И вот он лежит себе в палате, и ест, и пьет, и наслаждается жизнью. А я захожу к нему, и осматриваю его, и снова осматриваю его, и спрашиваю его, хорошо ли он спал и хорошо ли его кормят. И выписываю ему лекарства, и расхваливаю его тело, и говорю ему, что такое тело проживет долго, и он слушает меня, и радуется, и извивается передо мной на постели, как червяк. И я говорю ему, если вы привыкли курить, то вам разрешается, можете курить, хотя сам я не курю и если вас интересует мое мнение, то я считаю, что это плохо и вредит здоровью, но если уж вы так привыкли, то я вам не запрещаю. И я делаю ему еще некоторые поблажки, и все для того, чтобы он почувствовал ко мне благодарность. А про себя думаю, что трачу столько сил на человека, на которого не потратил бы ни единого слова, и все из-за той истории, которую тяжело вспоминать, но и забыть трудно, и мало того — я смотрю и всматриваюсь в этого человека в надежде понять, что он перенял у Дины и что она переняла у него, и даже сам, общаясь с ним, уже усвоил некоторые его манеры.

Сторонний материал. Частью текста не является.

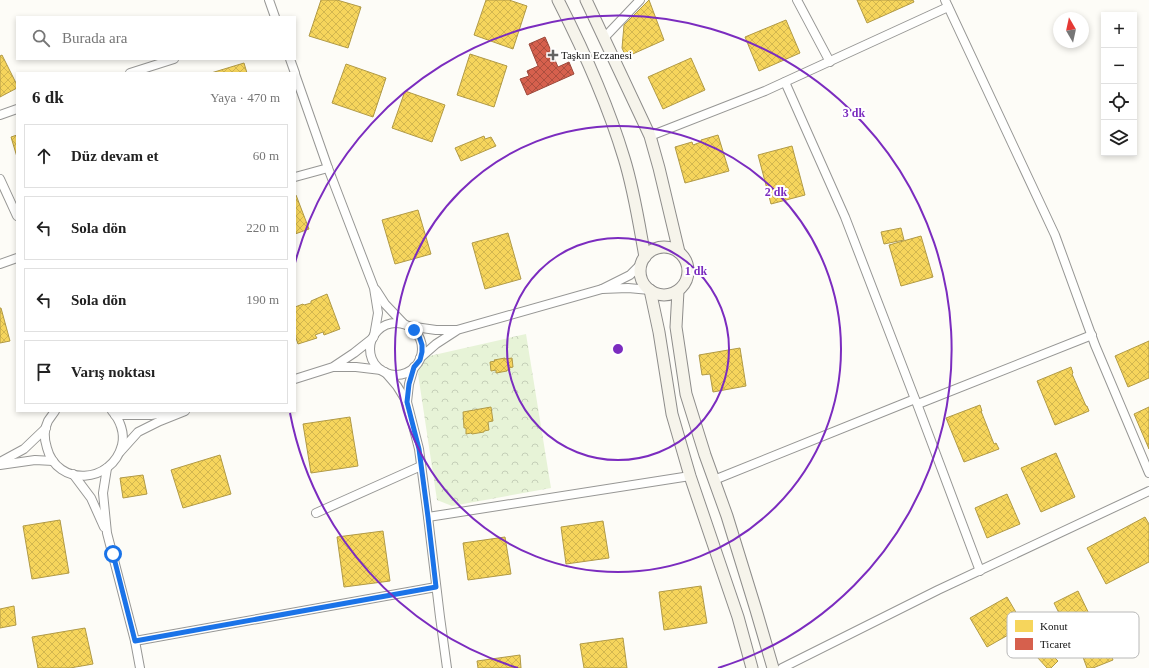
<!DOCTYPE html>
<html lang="tr">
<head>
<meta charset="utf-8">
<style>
	:root { --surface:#fff; --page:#f2f2f2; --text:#222; --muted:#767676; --line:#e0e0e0 }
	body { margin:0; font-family:Georgia,serif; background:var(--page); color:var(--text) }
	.controls { position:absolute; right:12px; top:12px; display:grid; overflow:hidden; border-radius:0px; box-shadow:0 2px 6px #0003 }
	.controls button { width:36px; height:36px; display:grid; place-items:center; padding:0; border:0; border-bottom:1px solid var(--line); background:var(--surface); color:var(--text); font:20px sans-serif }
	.compass { position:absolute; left:1053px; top:12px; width:36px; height:36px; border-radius:50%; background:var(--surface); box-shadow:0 2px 6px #0003; rotate:351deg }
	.stop { position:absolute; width:12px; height:12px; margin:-9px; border:3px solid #1a73e8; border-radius:50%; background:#fff }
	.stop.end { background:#1a73e8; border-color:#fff; box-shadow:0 1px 4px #0008 }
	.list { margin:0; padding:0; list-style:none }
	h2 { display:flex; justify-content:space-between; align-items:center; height:52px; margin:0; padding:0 16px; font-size:17px }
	h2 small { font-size:13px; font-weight:400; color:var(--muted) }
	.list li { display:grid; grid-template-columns:26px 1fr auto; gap:12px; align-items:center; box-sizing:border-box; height:64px; margin:0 8px 8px; padding:0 8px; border:1px solid var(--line); border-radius:0px }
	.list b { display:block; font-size:15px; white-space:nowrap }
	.list em { font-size:13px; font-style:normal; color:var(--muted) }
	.icon { flex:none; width:22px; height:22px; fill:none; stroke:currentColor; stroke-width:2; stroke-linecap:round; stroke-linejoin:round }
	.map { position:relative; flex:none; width:1149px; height:668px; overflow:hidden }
	.search { position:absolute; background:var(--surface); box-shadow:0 2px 6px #0003; left:16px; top:16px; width:280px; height:44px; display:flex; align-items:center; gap:10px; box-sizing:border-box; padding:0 14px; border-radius:0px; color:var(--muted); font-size:15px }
	.panel { position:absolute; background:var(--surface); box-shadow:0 2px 6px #0003; left:16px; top:72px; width:280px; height:340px; border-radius:0px }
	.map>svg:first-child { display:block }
	.park { fill:url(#park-crowns) }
	.homes { fill:url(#homes-cross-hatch); stroke:#b19a46 }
	.shops { fill:url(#shops-cross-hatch); stroke:#9b483b }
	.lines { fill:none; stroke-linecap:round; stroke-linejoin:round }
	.minor-casing { stroke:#979795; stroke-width:10 }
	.secondary-casing { stroke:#8e8d8b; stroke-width:13 }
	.minor { stroke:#fffffe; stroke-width:8 }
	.secondary { stroke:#f6f4eb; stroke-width:11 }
	.route { stroke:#1a73e8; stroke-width:5 }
	.ring { fill:none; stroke:#7b2cbf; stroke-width:2 }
	.poi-dot { fill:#646362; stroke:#fff; stroke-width:1.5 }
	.labels { text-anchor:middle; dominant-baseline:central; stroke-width:4; stroke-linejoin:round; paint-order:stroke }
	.poi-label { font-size:11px; fill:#111; stroke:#fff; text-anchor:start }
	.key { fill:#fff; stroke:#b8b8b8; stroke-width:1 }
	.key-label { font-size:11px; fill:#111 }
	.centre { fill:#7b2cbf; stroke:#fff; stroke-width:2 }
	.ring-label { font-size:12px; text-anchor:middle; font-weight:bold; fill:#7b2cbf; stroke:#fff; stroke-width:4; stroke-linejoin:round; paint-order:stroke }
</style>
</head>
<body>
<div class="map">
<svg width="1149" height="668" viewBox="0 0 1149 668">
	<defs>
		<pattern id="park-crowns" width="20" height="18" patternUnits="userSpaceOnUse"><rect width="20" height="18" fill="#e7f3d7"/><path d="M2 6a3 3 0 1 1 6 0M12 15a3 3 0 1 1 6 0" fill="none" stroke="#c5cfb8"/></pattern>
		<pattern id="homes-cross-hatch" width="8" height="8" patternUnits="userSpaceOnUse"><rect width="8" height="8" fill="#f6d55c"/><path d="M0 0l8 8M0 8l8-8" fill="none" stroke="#d2b64f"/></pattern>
		<pattern id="shops-cross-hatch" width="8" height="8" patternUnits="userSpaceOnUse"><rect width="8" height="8" fill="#d6604d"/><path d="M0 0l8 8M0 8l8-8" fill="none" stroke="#ac4e3f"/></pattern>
	</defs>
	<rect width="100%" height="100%" fill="#fdfcf7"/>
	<path class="park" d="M 526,334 L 551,488 L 452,506 L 437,500 L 420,387 C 418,374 416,368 425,357 Z"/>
	<g class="homes">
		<path d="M 321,0 L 337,0 L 361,7 L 348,48 L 309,36 Z"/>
		<path d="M 486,0 L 509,0 L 527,6 L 513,49 L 474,35 Z"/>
		<path d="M 649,0 L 664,40 L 626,57 L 622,48 L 624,25 Z"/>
		<path d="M 857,0 L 913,0 L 914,2 L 867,23 Z"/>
		<path d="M 786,20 L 800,53 L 759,71 L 745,37 Z"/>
		<path d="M 470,54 L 507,66 L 494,107 L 457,95 Z"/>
		<path d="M 2,55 L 17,85 L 17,88 L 0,97 L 0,56 Z"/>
		<path d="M 691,58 L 705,90 L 663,109 L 648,77 Z"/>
		<path d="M 244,63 L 247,73 L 211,73 Z"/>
		<path d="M 346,64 L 386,78 L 373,117 L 332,103 Z"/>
		<path d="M 405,91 L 445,105 L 432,142 L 392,128 Z"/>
		<path d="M 17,135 L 17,157 L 11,137 Z"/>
		<path d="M 718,135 L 729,171 L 685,183 L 675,147 L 692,142 L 693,145 L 701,142 L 701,140 Z"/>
		<path d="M 484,136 L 485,139 L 491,137 L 496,146 L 461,161 L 455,148 Z"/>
		<path d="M 792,146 L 805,195 L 771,204 L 758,155 Z"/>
		<path d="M 296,195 L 309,229 L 295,234 L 295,196 Z"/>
		<path d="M 418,210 L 431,254 L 395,264 L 382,220 Z"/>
		<path d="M 901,228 L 904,240 L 884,244 L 881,232 Z"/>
		<path d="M 508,233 L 521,279 L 485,289 L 472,243 Z"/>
		<path d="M 921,236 L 933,277 L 901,286 L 889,245 Z"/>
		<path d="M 327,294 L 340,329 L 324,335 L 323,332 L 315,335 L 317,338 L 298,344 L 295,335 L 295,307 L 303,304 L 304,305 L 311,303 L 311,301 Z"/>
		<path d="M 0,308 L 1,308 L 10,341 L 0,343 Z"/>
		<path d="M 1149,341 L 1149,378 L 1128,387 L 1115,356 Z"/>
		<path d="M 740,348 L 746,386 L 713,392 L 710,374 L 702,375 L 699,355 Z"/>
		<path d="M 505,358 L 505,359 L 512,358 L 513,367 L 509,368 L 510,370 L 507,370 L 507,371 L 496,373 L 496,370 L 491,371 L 490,362 L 495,361 L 494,360 Z"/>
		<path d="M 1071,367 L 1073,373 L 1072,374 L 1086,406 L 1087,406 L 1089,411 L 1055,425 L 1037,381 Z"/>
		<path d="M 980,405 L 982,411 L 981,411 L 994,444 L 996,443 L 999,449 L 964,462 L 946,418 Z"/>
		<path d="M 491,407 L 493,421 L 488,422 L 489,430 L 484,431 L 484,432 L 472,434 L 471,433 L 466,434 L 466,428 L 464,428 L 463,412 Z"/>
		<path d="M 1149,407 L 1149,449 L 1134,414 Z"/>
		<path d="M 350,417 L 358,466 L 311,473 L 303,424 Z"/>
		<path d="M 1056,453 L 1075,497 L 1041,512 L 1021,468 Z"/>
		<path d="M 220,455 L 231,494 L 183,508 L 171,470 Z"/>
		<path d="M 143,475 L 147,494 L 123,498 L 120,478 Z"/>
		<path d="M 1007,494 L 1020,524 L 987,538 L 975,508 Z"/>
		<path d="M 1145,517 L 1149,524 L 1149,562 L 1106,584 L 1087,548 Z"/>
		<path d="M 60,520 L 69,573 L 32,579 L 23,526 Z"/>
		<path d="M 603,521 L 609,558 L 566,564 L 561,527 Z"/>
		<path d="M 383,531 L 390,581 L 344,587 L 337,537 Z"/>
		<path d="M 505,537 L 511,574 L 468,580 L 463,543 Z"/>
		<path d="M 701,586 L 707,623 L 664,630 L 659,592 Z"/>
		<path d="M 1078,591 L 1092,620 L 1068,631 L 1054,603 Z"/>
		<path d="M 1007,597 L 1024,626 L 987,647 L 970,618 Z"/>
		<path d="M 14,606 L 16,625 L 0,628 L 0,609 Z"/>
		<path d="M 85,628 L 93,664 L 70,668 L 38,668 L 32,637 Z"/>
		<path d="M 1102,631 L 1113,660 L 1093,668 L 1087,668 L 1077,641 Z"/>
		<path d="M 623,638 L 627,668 L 584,668 L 580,644 Z"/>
		<path d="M 1046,649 L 1058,661 L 1051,668 L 1047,668 L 1037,657 Z"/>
		<path d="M 520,655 L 521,668 L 478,668 L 477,661 Z"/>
	</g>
	<path class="shops" d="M 545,37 L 558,67 L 569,62 L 574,74 L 527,95 L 520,79 L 529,76 L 527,71 L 538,66 L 529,44 Z"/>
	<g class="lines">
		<defs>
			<g id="minor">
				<path d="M 269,0 L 275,17"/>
				<path d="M 797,0 L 830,62"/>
				<path d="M 945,0 L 1055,235 L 1095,345 L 1149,473"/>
				<path d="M 604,38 L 640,0"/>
				<path d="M 290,59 L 295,73"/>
				<path d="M 130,73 L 174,59"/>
				<path d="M 295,74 L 328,168 L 374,288 L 378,313 L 374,336"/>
				<path d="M 0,115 L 17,109"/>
				<path d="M 650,136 L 765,91 L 948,7"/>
				<path d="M 295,177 L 328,168"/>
				<path d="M 0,179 L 17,216"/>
				<path d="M 642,263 L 630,275 L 602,289 L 628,288 L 650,290"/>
				<path d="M 0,264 L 17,258"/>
				<path d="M 376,290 L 385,304 L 404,324"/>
				<circle cx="396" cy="349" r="26"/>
				<path d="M 408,326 L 436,330 L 457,330 L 602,289"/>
				<path d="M 420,358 L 436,344 L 456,331"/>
				<path d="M 334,367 L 356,367 L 381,370"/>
				<path d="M 385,372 L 397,386 L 407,402 L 419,449 L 428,517 L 440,617 L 447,668"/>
				<path d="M 295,379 L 333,367 L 354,353 L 373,338"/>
				<path d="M 916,401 L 980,571"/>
				<path d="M 407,402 L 409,384 L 414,367"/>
				<path d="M 918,404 L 1092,335"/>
				<path d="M 55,411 C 53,414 50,418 48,421 C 44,429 44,439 47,448 C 57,487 112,484 122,445 C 125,433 120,420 112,411"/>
				<path d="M 115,415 L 151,415 L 175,411"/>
				<path d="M 120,452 L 138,432 L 160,421 L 185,411"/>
				<path d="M 0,462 L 24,449 L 46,428"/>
				<path d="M 0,465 L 35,460 L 53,461"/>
				<path d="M 107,468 L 103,493 L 107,533 L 135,641 L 140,668"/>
				<path d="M 73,474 L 91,498 L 104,527"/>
				<path d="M 714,480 L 915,399 L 845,217 L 785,82"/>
				<path d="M 316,513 L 421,466"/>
				<path d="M 428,517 L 690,476"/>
				<path d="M 135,641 L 436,587"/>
				<path d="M 782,668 L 938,590 L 1149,491"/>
			</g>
			<g id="secondary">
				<path d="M 558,0 C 583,49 608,105 624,158 C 634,190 639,224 645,257"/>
				<path d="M 586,0 L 650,136 L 659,168 L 679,252"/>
				<circle cx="664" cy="271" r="24"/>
				<path d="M 650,290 L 659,332 L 672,414 L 690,476 L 738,617 L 752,668"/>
				<path d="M 678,291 L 676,327 L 686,394 L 705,455 L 727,516 L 756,610 L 773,668"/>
			</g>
		</defs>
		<use href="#minor" class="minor-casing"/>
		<use href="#secondary" class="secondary-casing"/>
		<use href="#minor" class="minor"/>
		<use href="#secondary" class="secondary"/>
	</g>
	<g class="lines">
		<path class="route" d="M 113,554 L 135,641 L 436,587 L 428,517 L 419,449 L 407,402 L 409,384 L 414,367 L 420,360 L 422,352 L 422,345 L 419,336 L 414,330"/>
	</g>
	<g class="ring">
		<circle cx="618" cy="349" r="111"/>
		<circle cx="618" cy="349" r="223"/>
		<path d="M518 668A334 334 0 0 1 290 413M295 263A334 334 0 1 1 718 668"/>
	</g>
	<path class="poi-dot" d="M551 49h4v4h4v4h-4v4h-4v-4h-4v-4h4z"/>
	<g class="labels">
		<g class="poi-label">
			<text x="561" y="55">Taşkın Eczanesi</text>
		</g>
	</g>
	<rect x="1007" y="612" width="132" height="46" rx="6" class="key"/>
	<rect x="1015" y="620" width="18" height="12" fill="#f6d55c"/>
	<rect x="1015" y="638" width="18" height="12" fill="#d6604d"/>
	<g class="key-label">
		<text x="1040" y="630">Konut</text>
		<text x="1040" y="648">Ticaret</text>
	</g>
	<circle cx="618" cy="349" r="6" class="centre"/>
	<g class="ring-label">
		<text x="854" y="117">3 dk</text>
		<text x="776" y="196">2 dk</text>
		<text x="696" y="275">1 dk</text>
	</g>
</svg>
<div class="controls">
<button>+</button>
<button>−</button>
<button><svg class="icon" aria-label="locate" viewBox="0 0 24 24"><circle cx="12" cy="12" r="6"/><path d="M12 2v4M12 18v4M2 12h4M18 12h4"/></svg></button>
<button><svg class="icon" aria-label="layers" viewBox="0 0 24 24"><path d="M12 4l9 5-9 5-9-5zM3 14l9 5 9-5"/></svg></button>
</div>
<svg class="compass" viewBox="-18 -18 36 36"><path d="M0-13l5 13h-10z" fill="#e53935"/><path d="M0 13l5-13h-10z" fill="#767676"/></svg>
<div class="stop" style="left:113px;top:554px"></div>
<div class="stop end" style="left:414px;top:330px"></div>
<div class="search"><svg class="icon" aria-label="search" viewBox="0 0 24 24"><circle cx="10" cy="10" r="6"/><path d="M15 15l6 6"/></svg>Burada ara</div>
<section class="panel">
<h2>6 dk<small>Yaya · 470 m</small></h2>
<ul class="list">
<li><svg class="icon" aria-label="ahead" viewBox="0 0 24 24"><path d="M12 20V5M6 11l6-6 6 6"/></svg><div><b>Düz devam et</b></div><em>60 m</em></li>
<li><svg class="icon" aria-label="left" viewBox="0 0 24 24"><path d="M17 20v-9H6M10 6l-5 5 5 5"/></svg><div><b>Sola dön</b></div><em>220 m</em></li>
<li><svg class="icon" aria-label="left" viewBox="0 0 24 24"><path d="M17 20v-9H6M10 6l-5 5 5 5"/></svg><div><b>Sola dön</b></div><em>190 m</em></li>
<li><svg class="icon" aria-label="arrive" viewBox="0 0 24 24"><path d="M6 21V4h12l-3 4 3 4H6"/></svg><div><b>Varış noktası</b></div></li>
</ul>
</section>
</div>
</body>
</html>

Вначале я скрывал от жены всю эту историю. Но признание вырвалось наружу и рассказалось само. Она выслушала меня и не проявила никакого интереса. Казалось, я должен был почувствовать удовлетворение. Но нет, я был недоволен. Хотя и знал, что, веди она себя иначе, я был бы недоволен еще более.
Какое-то время спустя он выздоровел, поправился и пришло время его выписывать. Я подержал его еще день, и еще, и снова наказал сестрам хорошо относиться к нему, чтобы он не торопился уходить. А времена были послевоенные, даже больных трудно было содержать, не говоря о выздоравливающих. Так что уж тут говорить о вполне здоровом! И я отдавал ему часть того, что приносили мне крестьяне. А он все лежал, и ел, и пил, и толстел, и наслаждался, и читал газеты, и гулял по парку, и играл с больными, и шутил с сестрами. Он набрал в весе и был уже здоровее тех, кто за ним ухаживал, и его уже стало невозможно более держать в больнице. Я велел дать ему прощальный обед и выписать.
После обеда он пришел попрощаться со мной. Я увидел свисающий двойной подбородок. И глаза, заплывшие жиром, как у женщины, которая отказалась от всего ради удовольствия как следует поесть и выпить. Я стоял у стола и копался в бумагах, как будто что-то искал. Потом взял пробирку, словно хотел что-то проверить. А пока я разыгрывал перед ним занятого человека, в кабинет вошли две сестры — одна спросить о чем-то, другая — попрощаться с докторским «любимчиком». Я быстро обернулся, как будто неожиданно вспомнил, что меня ждут, и издал удивленный возглас, как это делала Дина в таких случаях. Потом снова посмотрел на этого здоровяка, у которого под подбородком дрожал мешок жира, и подумал: «Ты меня не знаешь, но я-то хорошо знаю, кто ты. Ты тот, кто принес несчастье мне и разрушил жизнь моей жены». И вдруг меня охватил такой гнев, что я испугался за себя.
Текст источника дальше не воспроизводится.